Выбрать шрифт:
Каким образом можно или должно связывать социальные силы (классы, сословия и т. п.) с государством? Дня определения этого требуется вспомнить само строение социальных сил.
В обществе человеческом действуют одновременно две противоположные силы - дифференциация и интеграция, идет расслоение общественных элементов на группы, но в то же время и их объединение. Всякая деятельность, материальная или духовная, сплачивает однородные элементы в группы и слои, а тем самым разъединяет группы и слои противоположных интересов. В пределах своих классовых интересов они находятся между собою в антагонизме и - до известной степени - во вражде. Но в то же время эти антагонистические слои имеют и некоторый общий интерес, который их связывает. Не следует забывать, что сама дифференциация людей происходит только потому, что при такой специализации лучше идет их «общее дело».
Если антагонизм специализировавшихся сил дойдет до забвения интересов общего дела, то оно гибнет ко вреду и гибели всех дифференцировавшихся сил.
Для примера возьмем фабрику. Возникновение фабрики вместо кустарной мастерской было возможно и неизбежно только потому, что она более выгодна для обеих сторон - для труда и капитала.
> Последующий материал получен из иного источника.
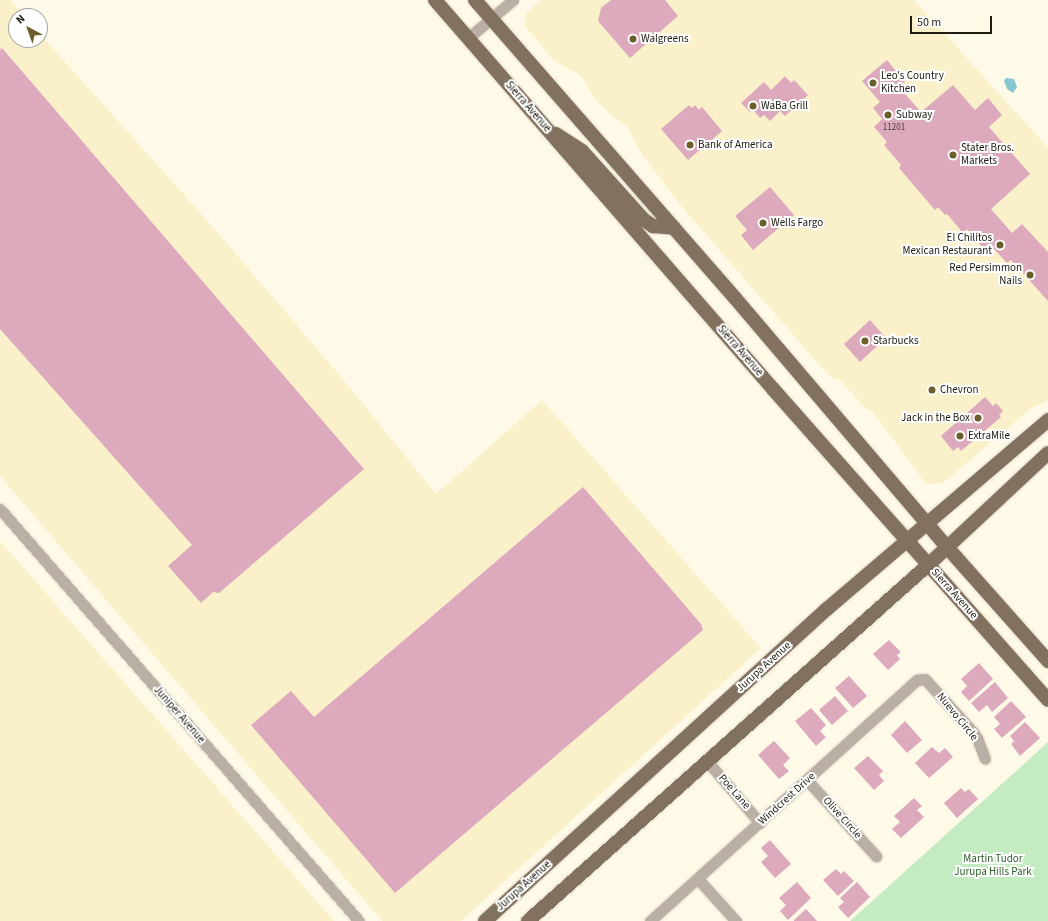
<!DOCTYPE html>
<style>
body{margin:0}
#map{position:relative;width:1048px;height:921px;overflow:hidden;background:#fffae8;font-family:"Source Sans 3",sans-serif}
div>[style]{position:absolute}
.built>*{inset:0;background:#faf0ca}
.green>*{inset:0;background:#c5ebc3}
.water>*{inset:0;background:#86c6d0}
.building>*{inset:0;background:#dda9bd}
.roads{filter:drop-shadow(0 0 1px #dbd6c5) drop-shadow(0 0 1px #dbd6c5)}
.minor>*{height:11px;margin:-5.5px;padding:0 5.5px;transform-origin:5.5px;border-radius:5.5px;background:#b9afa5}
.major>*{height:14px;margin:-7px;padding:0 7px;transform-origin:7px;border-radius:7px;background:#837160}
.dots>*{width:11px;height:11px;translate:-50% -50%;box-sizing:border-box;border:2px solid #fff;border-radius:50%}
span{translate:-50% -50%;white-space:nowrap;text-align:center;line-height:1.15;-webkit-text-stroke:4px #fff;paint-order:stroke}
.number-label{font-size:9px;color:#4e3e3b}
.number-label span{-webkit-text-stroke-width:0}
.poi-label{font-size:11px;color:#1e1b10}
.left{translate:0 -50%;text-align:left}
.right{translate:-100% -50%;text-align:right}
.street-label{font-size:11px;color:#1e1b10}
.park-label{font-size:11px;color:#2e602e}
.north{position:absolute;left:8px;top:8px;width:40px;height:40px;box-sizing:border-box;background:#fff;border:1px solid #a5a49f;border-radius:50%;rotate:319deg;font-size:11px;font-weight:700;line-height:16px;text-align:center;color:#1e1b10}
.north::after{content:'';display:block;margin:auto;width:14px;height:18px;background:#6b5e2b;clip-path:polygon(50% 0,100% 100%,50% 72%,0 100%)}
.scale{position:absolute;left:910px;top:16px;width:82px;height:18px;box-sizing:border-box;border:2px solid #1e1b10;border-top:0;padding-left:5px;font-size:12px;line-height:14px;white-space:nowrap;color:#1e1b10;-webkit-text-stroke:3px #fff;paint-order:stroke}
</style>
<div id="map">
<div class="built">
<div style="clip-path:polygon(0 0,10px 0,24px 16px,16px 16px,16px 40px,40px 40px,40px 34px,211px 225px,346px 383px,436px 494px,542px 400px,761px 648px,461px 921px,382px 921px,0 476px)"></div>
<div style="clip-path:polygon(542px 0,914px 0,1048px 148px,1048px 400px,1030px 409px,943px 483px,926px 484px,872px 411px,864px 407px,840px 380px,830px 377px,682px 207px,641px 153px,626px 125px,612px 116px,595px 99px,581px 76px,554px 61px,526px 27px,525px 18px,527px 12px)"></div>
<div style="clip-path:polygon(0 541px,334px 921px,0 921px)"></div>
</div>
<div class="green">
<div style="clip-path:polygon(1048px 742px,1048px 921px,850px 921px,880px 894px)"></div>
</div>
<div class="water">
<div style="clip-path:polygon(1006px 78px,1014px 79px,1017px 87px,1013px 93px,1007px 89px,1004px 81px)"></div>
</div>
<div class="building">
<div style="clip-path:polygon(611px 0,665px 0,678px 16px,630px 58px,598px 21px,601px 8px)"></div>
<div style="clip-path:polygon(2px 48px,364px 469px,219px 593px,213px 592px,201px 603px,168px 566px,192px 545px,0 329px,0 50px)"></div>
<div style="clip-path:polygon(887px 60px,905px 82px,899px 87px,921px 112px,953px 85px,975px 110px,988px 98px,1002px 115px,989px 127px,1030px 174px,991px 209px,1012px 233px,1022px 224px,1048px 252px,1048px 301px,1011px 260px,1007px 263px,994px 249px,988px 254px,967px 229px,963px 233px,947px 214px,945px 215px,938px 207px,935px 210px,899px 168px,901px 165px,884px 145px,887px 142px,874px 127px,882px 119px,873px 108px,880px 102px,862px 81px)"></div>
<div style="clip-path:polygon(785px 76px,791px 83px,794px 80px,808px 95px,785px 116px,780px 111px,770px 121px,764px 115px,760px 118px,753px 110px,750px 112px,741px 103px,764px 82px,771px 90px)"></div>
<div style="clip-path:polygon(689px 105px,692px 108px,695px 105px,699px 110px,702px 107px,722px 131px,688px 160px,661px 129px)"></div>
<div style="clip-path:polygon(770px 187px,794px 215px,753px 250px,741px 235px,747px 230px,735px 216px)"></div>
<div style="clip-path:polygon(870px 320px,886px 338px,860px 362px,844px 344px)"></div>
<div style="clip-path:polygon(985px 397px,993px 406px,996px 403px,1003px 411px,999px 415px,1001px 417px,961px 451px,958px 447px,953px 451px,941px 436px)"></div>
<div style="clip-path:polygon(583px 487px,701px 624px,703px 630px,395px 893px,251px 725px,291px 691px,314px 717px)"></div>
<div style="clip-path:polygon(889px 640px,901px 652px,897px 655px,900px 659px,888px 670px,873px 654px)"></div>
<div style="clip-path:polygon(979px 663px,993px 679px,969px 701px,961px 692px,967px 686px,961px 679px)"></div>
<div style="clip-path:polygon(849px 676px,867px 696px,853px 708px,835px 688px)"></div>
<div style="clip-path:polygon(995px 682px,1008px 698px,992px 712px,987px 705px,979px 712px,971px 703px)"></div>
<div style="clip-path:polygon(835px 696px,848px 711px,832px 725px,819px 710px)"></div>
<div style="clip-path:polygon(1011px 701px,1026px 717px,1002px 738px,994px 729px,1000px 724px,994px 717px)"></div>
<div style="clip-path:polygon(811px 708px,826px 725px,820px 731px,826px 737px,816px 746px,795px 721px)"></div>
<div style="clip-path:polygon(905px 721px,922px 740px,907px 753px,891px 735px)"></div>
<div style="clip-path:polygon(1025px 722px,1040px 738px,1020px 756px,1011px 744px,1014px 741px,1010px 736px)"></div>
<div style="clip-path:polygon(774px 741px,790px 758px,783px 765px,789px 771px,779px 779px,758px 755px)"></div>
<div style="clip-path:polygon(932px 747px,939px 753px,945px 748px,953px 757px,929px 778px,915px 763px)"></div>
<div style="clip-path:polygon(868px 756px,883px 771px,879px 775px,884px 781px,874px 790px,854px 768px)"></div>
<div style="clip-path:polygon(961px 788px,965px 792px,969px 789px,978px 799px,957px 818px,944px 803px)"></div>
<div style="clip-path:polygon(914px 798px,922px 806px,917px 810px,924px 817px,901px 838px,892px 829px,900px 822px,894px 816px)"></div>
<div style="clip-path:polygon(770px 840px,791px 864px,775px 878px,761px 862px,768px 856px,761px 848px)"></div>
<div style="clip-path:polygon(836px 869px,841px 874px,844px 871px,854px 881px,838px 896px,823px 880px)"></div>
<div style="clip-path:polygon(797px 882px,811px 898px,788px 920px,780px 911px,786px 905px,779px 898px)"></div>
<div style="clip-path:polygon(857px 882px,870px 897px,848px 918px,838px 907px,844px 902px,840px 898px)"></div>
<div style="clip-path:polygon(806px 909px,817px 921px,794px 921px,794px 920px)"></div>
</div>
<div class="roads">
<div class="minor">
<div style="left:468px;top:38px;width:59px;rotate:-40.2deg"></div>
<div style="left:0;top:509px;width:546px;rotate:48.93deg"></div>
<div style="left:708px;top:762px;width:80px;rotate:49.6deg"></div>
<div style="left:807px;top:780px;width:103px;rotate:47.8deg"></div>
<div style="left:698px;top:879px;width:57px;rotate:47.9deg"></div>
<div style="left:650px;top:921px;width:360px;rotate:-42.1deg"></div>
<div style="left:917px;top:680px;width:8px;rotate:-7deg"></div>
<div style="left:925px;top:679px;width:70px;rotate:47.9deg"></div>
<div style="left:972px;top:731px;width:9px;rotate:54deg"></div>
<div style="left:977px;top:738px;width:22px;rotate:69deg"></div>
</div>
<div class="major">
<div style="left:435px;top:0;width:515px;rotate:49.01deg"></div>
<div style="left:773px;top:389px;width:415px;rotate:48.5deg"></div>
<div style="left:475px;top:0;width:395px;rotate:48.9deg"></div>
<div style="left:735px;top:298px;width:326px;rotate:49.6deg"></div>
<div style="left:946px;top:546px;width:154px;rotate:48.4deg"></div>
<div style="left:556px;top:134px;width:31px;rotate:33deg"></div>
<div style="left:582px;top:151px;width:93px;rotate:48.1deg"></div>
<div style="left:644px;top:220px;width:11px;rotate:34deg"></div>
<div style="left:653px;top:226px;width:21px;rotate:5deg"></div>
<div style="left:485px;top:921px;width:463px;rotate:-42.4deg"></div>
<div style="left:827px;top:609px;width:291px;rotate:-40.5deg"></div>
<div style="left:528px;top:921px;width:535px;rotate:-41.67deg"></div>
<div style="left:928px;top:565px;width:164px;rotate:-43deg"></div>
</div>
</div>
<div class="dots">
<div style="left:633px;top:39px;background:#6b5e2b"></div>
<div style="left:873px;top:83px;background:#6b5e2b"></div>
<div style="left:753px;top:106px;background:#6b5e2b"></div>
<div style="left:888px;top:115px;background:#6b5e2b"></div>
<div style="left:690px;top:145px;background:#6b5e2b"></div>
<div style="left:953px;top:155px;background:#6b5e2b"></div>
<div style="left:763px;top:223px;background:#6b5e2b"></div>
<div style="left:1000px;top:245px;background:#6b5e2b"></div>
<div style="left:1030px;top:275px;background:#6b5e2b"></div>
<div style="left:865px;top:341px;background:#6b5e2b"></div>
<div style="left:932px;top:390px;background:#6b5e2b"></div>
<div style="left:978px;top:418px;background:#6b5e2b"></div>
<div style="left:960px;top:436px;background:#6b5e2b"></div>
</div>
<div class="number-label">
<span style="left:894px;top:128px">11201</span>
</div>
<div class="poi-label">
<span class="left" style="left:641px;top:39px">Walgreens</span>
<span class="left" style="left:881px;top:83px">Leo's Country<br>Kitchen</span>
<span class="left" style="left:761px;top:106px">WaBa Grill</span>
<span class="left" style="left:896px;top:115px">Subway</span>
<span class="left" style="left:698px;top:145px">Bank of America</span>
<span class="left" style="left:961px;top:155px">Stater Bros.<br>Markets</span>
<span class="left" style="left:771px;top:223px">Wells Fargo</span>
<span class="right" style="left:992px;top:245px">El Chilitos<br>Mexican Restaurant</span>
<span class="right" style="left:1022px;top:275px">Red Persimmon<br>Nails</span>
<span class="left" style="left:873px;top:341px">Starbucks</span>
<span class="left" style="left:940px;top:390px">Chevron</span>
<span class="right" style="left:970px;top:418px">Jack in the Box</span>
<span class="left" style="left:968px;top:436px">ExtraMile</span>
</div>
<div class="street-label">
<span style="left:528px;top:107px;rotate:49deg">Sierra Avenue</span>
<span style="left:740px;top:351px;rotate:49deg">Sierra Avenue</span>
<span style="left:954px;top:594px;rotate:48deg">Sierra Avenue</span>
<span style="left:764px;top:667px;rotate:-42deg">Jurupa Avenue</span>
<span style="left:179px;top:715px;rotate:49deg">Juniper Avenue</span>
<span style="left:957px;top:717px;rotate:51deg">Nuevo Circle</span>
<span style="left:734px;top:792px;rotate:49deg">Poe Lane</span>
<span style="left:787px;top:799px;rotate:-42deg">Windcrest Drive</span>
<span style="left:842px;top:818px;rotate:48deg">Olive Circle</span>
<span style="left:524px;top:886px;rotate:-42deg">Jurupa Avenue</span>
</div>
<div class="park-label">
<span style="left:993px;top:866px">Martin Tudor<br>Jurupa Hills Park</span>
</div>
<div class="north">N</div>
<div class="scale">50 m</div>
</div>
Разъединение труда и капитала в двух отдельных социальных классах возможно (и неизбежно) было только потому, что общее дело, т. е. производство, при этом становится более энергичным, а стало быть, более выгодным для обеих сторон *.
* Средний заработок русского фабричного рабочего считают около 150 руб. в год (см. например, «Свод данных о фабрично-заводской промышленности за 1897 г.» Спб. 1900 г.). Средний заработок кустаря едва ли превышает 60 руб. (см. В. В. «Очерки Кустарной промышленности в России», Спб. 1886 г.).
Итак, фабрика нужна как хозяину, так и рабочему. Но в то же время интерес накопления капитала антагоничен интересу увеличения заработной платы. В интересах накопления капитала получается стремление взять с рабочего возможно больше труда и дать возможно меньшую долю общей прибыли; в интересах заработной платы - взять ее как можно больше и работать как можно меньше. Отсюда возникает борьба.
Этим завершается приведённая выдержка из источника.